WITH FRAC GRAND LARGE – HAUTS-DE-FRANCE AND RUBIS TERMINAL DUNKERQUE
DUNKIRK, FRANCE

Tania Mouraud was born in 1942 in Paris. Ever since the end of the sixties, Tania Mouraud’s work has consistently examined the relationship between art and social ties through various mediums: painting, installations, photography, sound, video, performance, etc. She proposed adding a meditation room to our standard apartments (1968). Using a public display of 3 x 4 meter panels, she expressed her disapproval with a society that glorifies possessions at the expense of the human dimension (1977). She reflected on the decorative relationship between art and war and on the limits of perception with the help of writing by creating “mots de forme” (1989). From 1998 onwards, she has brought photography, video and sound into the world of painting to query various aspects of history and life.

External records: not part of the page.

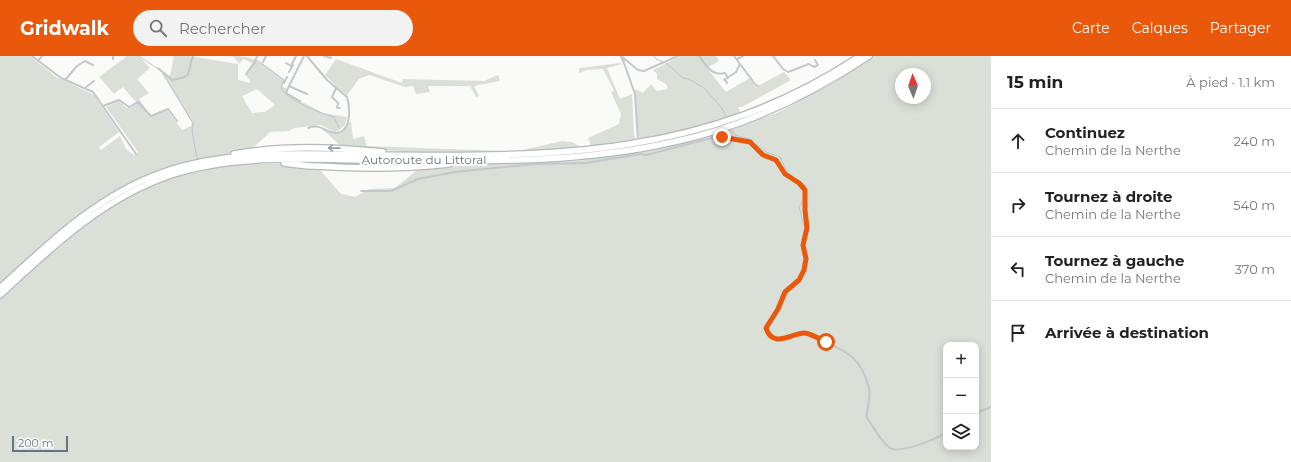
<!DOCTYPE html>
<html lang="fr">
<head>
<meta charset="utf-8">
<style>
  :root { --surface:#fff; --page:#f2f2f2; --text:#222; --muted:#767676; --line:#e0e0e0; --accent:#ea580c }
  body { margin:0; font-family:Montserrat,sans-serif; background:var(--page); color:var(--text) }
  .controls { position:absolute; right:12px; bottom:12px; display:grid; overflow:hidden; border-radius:8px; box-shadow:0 2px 10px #0003 }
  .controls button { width:36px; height:36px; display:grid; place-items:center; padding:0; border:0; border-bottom:1px solid var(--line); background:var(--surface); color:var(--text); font:20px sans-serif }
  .compass { position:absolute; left:895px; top:12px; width:36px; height:36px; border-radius:50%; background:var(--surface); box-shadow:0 2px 10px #0003; rotate:358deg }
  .scale { position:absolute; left:12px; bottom:10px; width:56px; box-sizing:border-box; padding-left:4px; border:2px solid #657683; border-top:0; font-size:11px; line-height:14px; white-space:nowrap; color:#657683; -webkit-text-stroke:3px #fff; paint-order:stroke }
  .stop { position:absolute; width:12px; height:12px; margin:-9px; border:3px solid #ea580c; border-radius:50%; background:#fff }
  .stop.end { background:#ea580c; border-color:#fff; box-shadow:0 1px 4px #0008 }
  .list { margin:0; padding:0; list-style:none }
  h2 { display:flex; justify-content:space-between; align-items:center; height:52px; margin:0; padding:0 16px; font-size:17px }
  h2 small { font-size:13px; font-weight:400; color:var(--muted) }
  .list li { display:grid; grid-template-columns:26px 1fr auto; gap:12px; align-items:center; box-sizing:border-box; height:64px; padding:0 16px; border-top:1px solid var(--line) }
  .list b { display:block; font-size:15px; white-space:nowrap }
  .list p { margin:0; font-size:13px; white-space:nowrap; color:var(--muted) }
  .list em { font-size:13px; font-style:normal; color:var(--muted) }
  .icon { flex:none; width:22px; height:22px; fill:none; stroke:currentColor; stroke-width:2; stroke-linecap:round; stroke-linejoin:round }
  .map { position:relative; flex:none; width:991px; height:406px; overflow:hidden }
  header { display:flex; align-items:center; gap:24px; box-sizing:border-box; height:56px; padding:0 20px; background:var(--accent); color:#fff }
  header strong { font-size:19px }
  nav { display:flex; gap:22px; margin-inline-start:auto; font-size:14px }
  .search { width:280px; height:36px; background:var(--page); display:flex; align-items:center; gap:10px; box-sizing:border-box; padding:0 14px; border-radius:22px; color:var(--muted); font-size:15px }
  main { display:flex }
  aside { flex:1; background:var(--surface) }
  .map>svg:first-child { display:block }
  .green { fill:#dadfd7; fill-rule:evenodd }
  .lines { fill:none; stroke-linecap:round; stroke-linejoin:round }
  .stream { stroke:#bbc7cb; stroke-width:1 }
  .motorway-casing { stroke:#b4b9bd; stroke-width:8 }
  .minor { stroke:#c3c8cc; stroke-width:2 }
  .motorway { stroke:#fff; stroke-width:5.5 }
  .oneway { stroke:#939fa8 }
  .route { stroke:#ea580c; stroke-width:5 }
  .labels { text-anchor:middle; stroke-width:4; stroke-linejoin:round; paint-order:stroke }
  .street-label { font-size:12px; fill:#657683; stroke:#fff }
</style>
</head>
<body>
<header>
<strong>Gridwalk</strong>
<div class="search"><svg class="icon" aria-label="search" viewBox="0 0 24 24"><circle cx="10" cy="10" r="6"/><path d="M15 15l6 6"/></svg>Rechercher</div>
<nav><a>Carte</a><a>Calques</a><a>Partager</a></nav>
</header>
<main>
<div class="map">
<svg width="991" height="406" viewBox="0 0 991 406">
  <rect width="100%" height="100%" fill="#fafaf8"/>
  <path class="green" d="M0,0H30L56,21L94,39L119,76L99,91L101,94L120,80L126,93L134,99L138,96L106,51L119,45L127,52L137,47L123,31L114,38L99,21L127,0H139L150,12L137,23L149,37L139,43L151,61L167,54L182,74L191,70L192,67L162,17L157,12L170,20L174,0H189L238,8V24L250,27V25L245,18L252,7L243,3L239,8L233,0C258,0 266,11 285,24L282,30L287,33L285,37L323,57L347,61L345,69L338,75L334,76L321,69L294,72L289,75L270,76L252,93L170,111L102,144L54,179L0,229ZM257,33L275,49L265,56L252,57L242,40Z
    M681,0H716L719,5L707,12L726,36L750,22L756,31L784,16L791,24L742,51H738L741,58L713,68L640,85L637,71L635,33L643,37L651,28L657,35L668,33L666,28L657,23V18L653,14Z
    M873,0H991V406H0V241L47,199L95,160L142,132L195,115L245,108H283L313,112L320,114L341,138L355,141L369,133L395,132L417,114L452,109L577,105L650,94L725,76L779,56L837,25ZM901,18H925V42H901ZM946,289H976V391H946Z
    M336,3L402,27L403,23L484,25L498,19L500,25L474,30L479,40L476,41L470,30H428L430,36L416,38L413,30L405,31L369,19L359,23L347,39L341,35L325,19Z
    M620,7L623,8L607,12L620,43L632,38L634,78L637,86L550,96H408L342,91L321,72L334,77L342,75L349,66H351L353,83L364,80L367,90L503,95H518L562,85L572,86L579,90H591L588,82L619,68L621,58L611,36L614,35L603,13L587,14L579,17V12Z"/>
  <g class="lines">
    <path class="stream" d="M139,0L158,13
      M654,0L656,3L663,6
      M257,4L284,24L281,31C284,43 322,58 334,61L339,72
      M666,7L683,22L689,23L704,32L721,51L727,62
      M163,18L167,24
      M168,26L193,67L192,74L197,103
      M731,73L735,79L753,84
      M757,89L766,96L780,101L788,117L806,130L807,140
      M803,143L799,151L805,173
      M802,195V184L804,175"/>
    <g class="motorway-casing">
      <path id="motorway" d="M234,98C283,89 333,91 383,96
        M284,107C294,108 304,110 315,110C360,113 404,113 449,108
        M0,232C49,187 97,140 161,117C229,93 304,98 376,99C553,101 706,102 860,0
        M0,239C52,191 103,142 171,119C237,97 311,104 380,104C478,105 577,108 673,86C744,71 809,40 869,0"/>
    </g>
    <path class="minor" d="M32,0L61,22L93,36L136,98
      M304,0L289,30L307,38
      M307,0L327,24L347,41C350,51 352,76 336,77C325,77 322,67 308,72
      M324,0L331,2
      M621,0L638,14L644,15L678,0
      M621,0L624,7L623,2
      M699,0C706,9 712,21 725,17L728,22
      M734,0L755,28L758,30
      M773,0L783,13L788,16L809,8L814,11L818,9L815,4
      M113,3V0
      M737,3L743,0
      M38,5L42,0
      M263,6L266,0
      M286,7L291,10L296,0
      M624,7L635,38L638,85
      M158,12L172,24C195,20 186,18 193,0
      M289,16L293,9
      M246,18L254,8L257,0
      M725,23L727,27
      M65,24L77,10L85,5L93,9
      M724,24L736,16L740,8
      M284,27L287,21
      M289,30L286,37L300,45
      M85,32L94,25
      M336,32L332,41L338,47L337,52H340
      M103,50L119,44L129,51L138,46L151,60L168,53L177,65
      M640,95L641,98L647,99L715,81L742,84L749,86L763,99L774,103L785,118L799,127L805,134V154L807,172L803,189L806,203L804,214L799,224L785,236L779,253L768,268V277C778,291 792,276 805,277C812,278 818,283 825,286C849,296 862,304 869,332C871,344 866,352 867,362C874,371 880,385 890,392C899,398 938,383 946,376
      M361,135H391L418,123L454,116L535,108L586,107L641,98
      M976,357L991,351"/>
    <use href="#motorway" class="motorway"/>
  </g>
  <defs><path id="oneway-shaft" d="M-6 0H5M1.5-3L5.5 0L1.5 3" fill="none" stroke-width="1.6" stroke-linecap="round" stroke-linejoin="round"/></defs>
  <use class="oneway" href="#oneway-shaft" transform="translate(334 92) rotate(-179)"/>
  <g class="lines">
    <path class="route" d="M722,81L750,86L763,99L776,104L785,118L799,127L805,134V154L807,172L803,189L806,203L804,214L799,224L785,236L778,253L766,272C773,294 793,276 805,277C812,278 819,283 826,286"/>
  </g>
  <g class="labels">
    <g class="street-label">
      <text x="424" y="108">Autoroute du Littoral</text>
    </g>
  </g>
</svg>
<div class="controls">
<button>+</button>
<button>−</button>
<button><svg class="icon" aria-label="layers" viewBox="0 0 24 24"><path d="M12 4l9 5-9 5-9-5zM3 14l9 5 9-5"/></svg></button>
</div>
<svg class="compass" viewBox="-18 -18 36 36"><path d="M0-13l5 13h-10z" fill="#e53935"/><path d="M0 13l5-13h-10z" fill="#767676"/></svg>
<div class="scale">200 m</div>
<div class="stop" style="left:826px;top:286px"></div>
<div class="stop end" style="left:722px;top:81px"></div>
</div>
<aside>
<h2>15 min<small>À pied · 1.1 km</small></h2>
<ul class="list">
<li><svg class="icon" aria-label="ahead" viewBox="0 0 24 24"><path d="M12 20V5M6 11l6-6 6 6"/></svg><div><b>Continuez</b><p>Chemin de la Nerthe</p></div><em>240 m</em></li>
<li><svg class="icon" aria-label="right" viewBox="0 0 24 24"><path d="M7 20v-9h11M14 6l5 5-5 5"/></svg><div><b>Tournez à droite</b><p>Chemin de la Nerthe</p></div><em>540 m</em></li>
<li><svg class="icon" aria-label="left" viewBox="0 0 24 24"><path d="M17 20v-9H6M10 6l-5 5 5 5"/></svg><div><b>Tournez à gauche</b><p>Chemin de la Nerthe</p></div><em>370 m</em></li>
<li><svg class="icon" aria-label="arrive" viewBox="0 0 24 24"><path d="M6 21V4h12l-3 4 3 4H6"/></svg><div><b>Arrivée à destination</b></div></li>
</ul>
</aside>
</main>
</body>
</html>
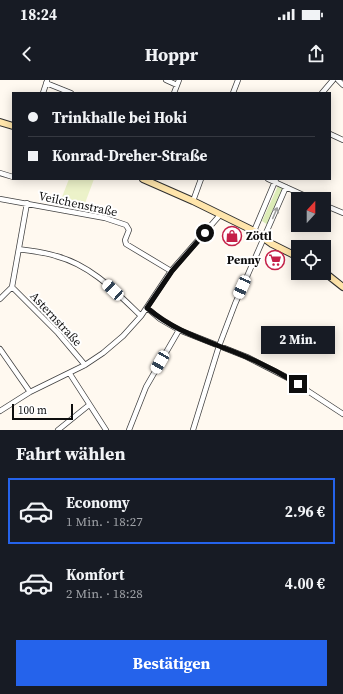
<!DOCTYPE html>
<html lang="de">
<head>
<meta charset="utf-8">
<style>
  body { margin:0; font-family:"Source Serif 4",serif; background:#242831; color:#f1f3f6; height:100vh; display:flex; flex-direction:column; font-size:15px; white-space:nowrap }
  * { box-sizing:border-box; margin:0 }
  p { font-size:13px; color:#9ea1a6 }
  .icon { flex:none; width:22px; height:22px; fill:none; stroke:currentColor; stroke-width:2; stroke-linecap:round; stroke-linejoin:round }
  .map { position:relative; height:350px; overflow:hidden }
  .side { display:flex; flex-direction:column; background:#171b24; flex:1 }
  .side>* { flex:none }
  .banner { position:absolute; left:12px; top:12px; width:319px; height:88px; border-radius:0px; box-shadow:0 2px 10px #0003; display:grid; align-content:center; height:88px; padding:0 16px; background:#171b24 }
  .needle { width:26px; rotate:21deg }
  .tools { position:absolute; left:291px; top:112px; display:grid; gap:8px }
  .tools a { display:grid; place-items:center; width:40px; height:40px; border-radius:0px; background:#171b24; box-shadow:0 2px 10px #0003; font-size:20px }
  .scale { position:absolute; left:12px; bottom:10px; width:61px; box-sizing:border-box; padding-left:4px; border:2px solid #0e0e0e; border-top:0; font-size:11px; line-height:14px; white-space:nowrap; color:#0e0e0e; -webkit-text-stroke:3px #fff; paint-order:stroke }
  .end { position:absolute; width:18px; height:18px; margin:-9px; border:5px solid #0e0e0e; background:#fff; box-shadow:0 0 0 2px #fff }
  .from { border-radius:50% }
  .bubble { position:absolute; height:28px; border-radius:0px; background:#171b24; box-shadow:0 2px 10px #0003; font-size:13px; font-weight:700; line-height:28px; text-align:center }
  .car { position:absolute; width:12px; height:24px; margin:-12px -6px; border-radius:5px; box-shadow:0 0 3px 1px #0007; background:linear-gradient(#fff 24%,#345 0 40%,#fff 0 76%,#345 0 86%,#fff 0) }
  .banner b { display:flex; align-items:center; gap:14px; height:38px; font-size:15px }
  .banner b+b { border-top:1px solid #363941 }
  .banner i { width:10px; height:10px; background:#f1f3f6 }
  ul { padding:0; list-style:none }
  li { display:flex; align-items:center; gap:12px; height:66px; margin:0 8px 6px; padding:0 8px; border:2px solid transparent; border-radius:0px }
  li div { flex:1 }
  li b { display:block; font-size:15px }
  li em { font-style:normal; font-weight:700 }
  li.selected { border-color:#2563eb }
  li>.icon { width:36px; height:36px; stroke-width:1.5 }
  h2 { padding:0 16px; font-size:18px; line-height:48px }
  .primary-button { display:flex; gap:8px; margin-top:auto; padding:8px 16px }
  .primary-button a { flex:1; height:46px; border-radius:0px; background:#2563eb; color:#fff; font-size:16px; font-weight:700; line-height:46px; text-align:center }
  .status { display:flex; justify-content:space-between; align-items:center; height:28px; padding:0 20px; background:#171b24; direction:ltr }
  .status svg { height:11px; fill:currentColor }
  header { display:flex; justify-content:space-between; align-items:center; height:52px; padding:0 16px; background:#171b24; font-size:18px; font-weight:700 }
  .map>svg:first-child { display:block }
</style>
</head>
<body>
<div class="status"><b>18:24</b><svg viewBox="0 0 49 12"><path d="M0 12V9h3v3zM5 12V6h3v6zM10 12V3h3v9zM15 12V0h3v12zM26 1h20v11H26zM47 4h2v5h-2z"/></svg></div>
<header><svg class="icon" aria-label="back" viewBox="0 0 24 24"><path d="M15 5l-7 7 7 7"/></svg>Hoppr<svg class="icon" aria-label="share" viewBox="0 0 24 24"><path d="M12 15V3M7 8l5-5 5 5M5 13v7h14v-7"/></svg></header>
<div class="map">
<svg width="343" height="350" viewBox="0 0 343 350">
  <rect width="100%" height="100%" fill="#fff9f0"/>
  <!-- green -->
  <path fill="#dcecb7" d="M278,106l5,3 -15,36 -6,-4z"/>
  <!-- pitch -->
  <path fill="#ecf2c9" d="M69,99h25l-10,27 -22,-9z"/>
  <g fill="none" stroke-linecap="round" stroke-linejoin="round">
    <defs>
      <path id="street" d="M166,0l11,5
        M338,0l5,5
        M46,3l25,10
        M43,13l4,-12
        M174,13l5,-13
        M233,13l5,-13
        M322,13l11,-13
        M330,54l13,6
        M0,93l13,4
        M268,99l44,20
        M0,119l105,19 21,7 3,5 -4,10 1,4 45,27
        M193,121l8,-22
        M324,125l19,8
        M254,151l22,-52
        M19,169c12,2 25,3 37,7 35,9 60,36 85,60
        M12,207l46,46 27,32
        M0,219l12,-12 15,-84
        M147,228l13,11 19,11 68,27 41,21 55,36
        M0,269l30,43
        M70,294l36,56
        M0,331l30,-19 55,-27 18,-12 20,-17 18,-20 30,-45 49,-56
        M58,350l31,-25
        M129,350l17,-43 33,-57
        M193,350l26,-84 16,-42 51,-117"/>
      <path id="secondary" d="M0,42l13,4
        M143,99l50,22 61,30 18,13 26,13
        M324,192l19,15"/>
    </defs>
    <!-- street casing -->
    <use href="#street" stroke="#414141" stroke-width="6"/>
    <!-- secondary casing -->
    <use href="#secondary" stroke="#303030" stroke-width="8"/>
    <!-- street -->
    <use href="#street" stroke="#fff" stroke-width="4.5"/>
    <!-- secondary -->
    <use href="#secondary" stroke="#ffe5ab" stroke-width="6"/>
  </g>
  <!-- one-way arrows -->
  <defs><path id="oneway-shaft" d="M-6 0H5M1.5-3L5.5 0L1.5 3" fill="none" stroke-width="1.6" stroke-linecap="round" stroke-linejoin="round"/></defs>
  <use stroke="#9f9f9f" href="#oneway-shaft" transform="translate(275 133) rotate(-67)"/>
  <g fill="none" stroke-linecap="round" stroke-linejoin="round">
    <!-- route -->
    <path stroke="#0e0e0e" stroke-width="5" d="M205,153l-33,38 -25,37c28,23 52,30 85,43 23,9 45,20 66,33"/>
  </g>
  <!-- icons -->
  <defs>
    <symbol id="shop-ring" viewBox="-11 -11 22 22"><circle r="9.5" fill="#fff" stroke="#c52048" stroke-width="1.5"/><path d="M-5-2.5h2.3a2.7 3.5 0 0 1 5.4 0H5L5.5 6h-11ZM-1.5-2.5h3a1.5 2.3 0 0 0-3 0Z" fill="#c52048"/></symbol>
    <symbol id="supermarket-ring" viewBox="-11 -11 22 22"><circle r="9.5" fill="#fff" stroke="#c52048" stroke-width="1.5"/><path d="M-6-5.5h2.5l.6 2H6L4.5 2H-2.5L-4.4-4H-6ZM-1.5 3.2a1.3 1.3 0 1 0 .1 0ZM3 3.2a1.3 1.3 0 1 0 .1 0Z" fill="#c52048"/></symbol>
  </defs>
  <g fill-rule="evenodd">
    <use href="#shop-ring" x="221" y="145" width="22" height="22"/>
    <use href="#supermarket-ring" x="264" y="169" width="22" height="22"/>
  </g>
  <g text-anchor="middle" dominant-baseline="central" stroke-width="4" stroke-linejoin="round" paint-order="stroke">
    <!-- street labels -->
    <g font-size="12" fill="#0e0e0e" stroke="#fff">
      <text transform="translate(78 124) rotate(12)">Veilchenstraße</text>
      <text transform="translate(56 239) rotate(47)">Asternstraße</text>
    </g>
    <!-- poi labels -->
    <g font-size="12" font-weight="bold" fill="#0e0e0e" stroke="#fff" text-anchor="start">
      <text x="246" y="156">Zöttl</text>
      <text x="261" y="180" text-anchor="end">Penny</text>
    </g>
  </g>
</svg>
<div class="tools">
<a><svg class="needle" viewBox="-14 -14 28 28"><path d="M0-13l5 13h-10z" fill="#e53935"/><path d="M0 13l5-13h-10z" fill="#9ea1a6"/></svg></a>
<a><svg class="icon" aria-label="locate" viewBox="0 0 24 24"><circle cx="12" cy="12" r="6"/><path d="M12 2v4M12 18v4M2 12h4M18 12h4"/></svg></a>
</div>
<div class="scale">100 m</div>
<i class="end from" style="left:205px;top:153px"></i>
<i class="end" style="left:298px;top:304px"></i>
<div class="bubble" style="left:261px;top:246px;width:74px">2 Min.</div>
<i class="car" style="left:242px;top:207px;rotate:204deg"></i>
<i class="car" style="left:113px;top:210px;rotate:313deg"></i>
<i class="car" style="left:160px;top:282px;rotate:210deg"></i>
<div class="banner">
<b><i class="from"></i>Trinkhalle bei Hoki</b>
<b><i></i>Konrad-Dreher-Straße</b>
</div>
</div>
<section class="side">
<h2>Fahrt wählen</h2>
<ul>
<li class="selected"><svg class="icon" aria-label="car" viewBox="0 0 24 24"><path d="M5 17H2v-5l4-1 3-4h7l3 4 3 1v5h-3M9 17h6M6 11h13"/><circle cx="7" cy="17" r="2"/><circle cx="17" cy="17" r="2"/></svg><div><b>Economy</b><p>1 Min. · 18:27</p></div><em>2.96 €</em></li>
<li><svg class="icon" aria-label="car" viewBox="0 0 24 24"><path d="M5 17H2v-5l4-1 3-4h7l3 4 3 1v5h-3M9 17h6M6 11h13"/><circle cx="7" cy="17" r="2"/><circle cx="17" cy="17" r="2"/></svg><div><b>Komfort</b><p>2 Min. · 18:28</p></div><em>4.00 €</em></li>
</ul>
<div class="primary-button"><a>Bestätigen</a></div>
</section>
</body>
</html>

Since 1989, Tania Mouraud has been painting murals while experimenting with the plasticity of writing on an architectural scale. Perfectly proportioned black letters and white spaces test the limits of readability. Paradoxically, it is the monumental dimension of the writing that makes it difficult to read and turns it into an abstract composition.

On the occasion of the GIGANTISME — ART & INDUSTRIE triennal, Rubis Mécénat cultural fund, in association with the Frac Grand Large – Hauts-de-France, is commissioning French artist Tania Mouraud to produce three original monumental works to be installed at the Rubis Terminal site in the Port of Dunkirk and on a city-centre façade.

The two tanks located at the Rubis Terminal port site will feature a quotation from Shakespeare’s Tempest, in French and English:
Ses os se sont changés en corail. Perles sont devenus ses yeux.
Of his bones are coral made. Those are pearls that were his eyes. 

For the city-centre façade, Tania Mouraud has chosen a sentence tailored to the site:
Un endroit pour rêver dans chaque ville, espace-éternité. 

The fact that it is so hard to read turns this gigantic text into an abstract, geometric decor that highlights the architecture. Discovering the text in the course of strolls brings walkers back to their own dreams of the absolute while alleviating the loneliness that is inherent to urban life.